Task instructions: Nothing but an exact copy of the records is expected here.

▬▬▬

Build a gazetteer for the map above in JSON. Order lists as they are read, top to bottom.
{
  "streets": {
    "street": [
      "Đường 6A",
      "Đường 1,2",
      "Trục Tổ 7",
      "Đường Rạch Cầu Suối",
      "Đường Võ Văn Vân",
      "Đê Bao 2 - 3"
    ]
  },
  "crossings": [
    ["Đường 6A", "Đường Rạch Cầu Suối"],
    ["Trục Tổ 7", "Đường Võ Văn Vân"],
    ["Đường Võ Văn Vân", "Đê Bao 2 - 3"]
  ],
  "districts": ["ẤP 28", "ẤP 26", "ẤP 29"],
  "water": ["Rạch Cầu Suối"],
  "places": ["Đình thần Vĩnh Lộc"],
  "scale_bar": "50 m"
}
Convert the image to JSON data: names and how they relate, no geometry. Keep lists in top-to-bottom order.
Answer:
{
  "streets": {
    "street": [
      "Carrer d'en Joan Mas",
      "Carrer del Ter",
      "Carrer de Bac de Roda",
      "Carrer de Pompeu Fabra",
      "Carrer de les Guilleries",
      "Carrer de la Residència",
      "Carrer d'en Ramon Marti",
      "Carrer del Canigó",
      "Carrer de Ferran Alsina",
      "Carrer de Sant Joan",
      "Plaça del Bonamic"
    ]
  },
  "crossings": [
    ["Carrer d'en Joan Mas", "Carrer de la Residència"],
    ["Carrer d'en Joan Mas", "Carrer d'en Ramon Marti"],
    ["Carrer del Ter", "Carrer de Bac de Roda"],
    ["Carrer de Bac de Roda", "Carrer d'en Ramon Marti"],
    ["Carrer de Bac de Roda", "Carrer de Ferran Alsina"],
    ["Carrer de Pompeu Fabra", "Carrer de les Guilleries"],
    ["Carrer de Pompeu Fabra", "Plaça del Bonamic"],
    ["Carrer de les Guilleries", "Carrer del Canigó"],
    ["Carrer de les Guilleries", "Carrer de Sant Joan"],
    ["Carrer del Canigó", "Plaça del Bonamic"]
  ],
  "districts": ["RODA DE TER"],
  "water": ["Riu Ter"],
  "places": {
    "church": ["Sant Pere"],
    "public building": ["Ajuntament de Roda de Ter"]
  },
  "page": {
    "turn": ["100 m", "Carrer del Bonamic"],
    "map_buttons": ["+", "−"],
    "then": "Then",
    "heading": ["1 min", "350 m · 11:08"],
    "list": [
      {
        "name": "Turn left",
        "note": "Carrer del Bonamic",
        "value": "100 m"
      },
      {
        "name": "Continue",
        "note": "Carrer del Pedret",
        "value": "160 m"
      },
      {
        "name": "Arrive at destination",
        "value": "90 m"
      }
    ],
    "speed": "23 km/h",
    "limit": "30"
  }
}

▬▬▬

Result:
Build a gazetteer for the map above in JSON. Order lists as they are read, top to bottom.
{
  "streets": {
    "street": [
      "Đường 6A",
      "Đường 1,2",
      "Trục Tổ 7",
      "Đường Rạch Cầu Suối",
      "Đường Võ Văn Vân",
      "Đê Bao 2 - 3"
    ]
  },
  "crossings": [
    ["Đường 6A", "Đường Rạch Cầu Suối"],
    ["Trục Tổ 7", "Đường Võ Văn Vân"],
    ["Đường Võ Văn Vân", "Đê Bao 2 - 3"]
  ],
  "districts": ["ẤP 28", "ẤP 26", "ẤP 29"],
  "water": ["Rạch Cầu Suối"],
  "places": ["Đình thần Vĩnh Lộc"],
  "scale_bar": "50 m"
}
Convert the image to JSON data: names and how they relate, no geometry. Keep lists in top-to-bottom order.
Answer:
{
  "streets": {
    "street": [
      "Carrer d'en Joan Mas",
      "Carrer del Ter",
      "Carrer de Bac de Roda",
      "Carrer de Pompeu Fabra",
      "Carrer de les Guilleries",
      "Carrer de la Residència",
      "Carrer d'en Ramon Marti",
      "Carrer del Canigó",
      "Carrer de Ferran Alsina",
      "Carrer de Sant Joan",
      "Plaça del Bonamic"
    ]
  },
  "crossings": [
    ["Carrer d'en Joan Mas", "Carrer de la Residència"],
    ["Carrer d'en Joan Mas", "Carrer d'en Ramon Marti"],
    ["Carrer del Ter", "Carrer de Bac de Roda"],
    ["Carrer de Bac de Roda", "Carrer d'en Ramon Marti"],
    ["Carrer de Bac de Roda", "Carrer de Ferran Alsina"],
    ["Carrer de Pompeu Fabra", "Carrer de les Guilleries"],
    ["Carrer de Pompeu Fabra", "Plaça del Bonamic"],
    ["Carrer de les Guilleries", "Carrer del Canigó"],
    ["Carrer de les Guilleries", "Carrer de Sant Joan"],
    ["Carrer del Canigó", "Plaça del Bonamic"]
  ],
  "districts": ["RODA DE TER"],
  "water": ["Riu Ter"],
  "places": {
    "church": ["Sant Pere"],
    "public building": ["Ajuntament de Roda de Ter"]
  },
  "page": {
    "turn": ["100 m", "Carrer del Bonamic"],
    "map_buttons": ["+", "−"],
    "then": "Then",
    "heading": ["1 min", "350 m · 11:08"],
    "list": [
      {
        "name": "Turn left",
        "note": "Carrer del Bonamic",
        "value": "100 m"
      },
      {
        "name": "Continue",
        "note": "Carrer del Pedret",
        "value": "160 m"
      },
      {
        "name": "Arrive at destination",
        "value": "90 m"
      }
    ],
    "speed": "23 km/h",
    "limit": "30"
  }
}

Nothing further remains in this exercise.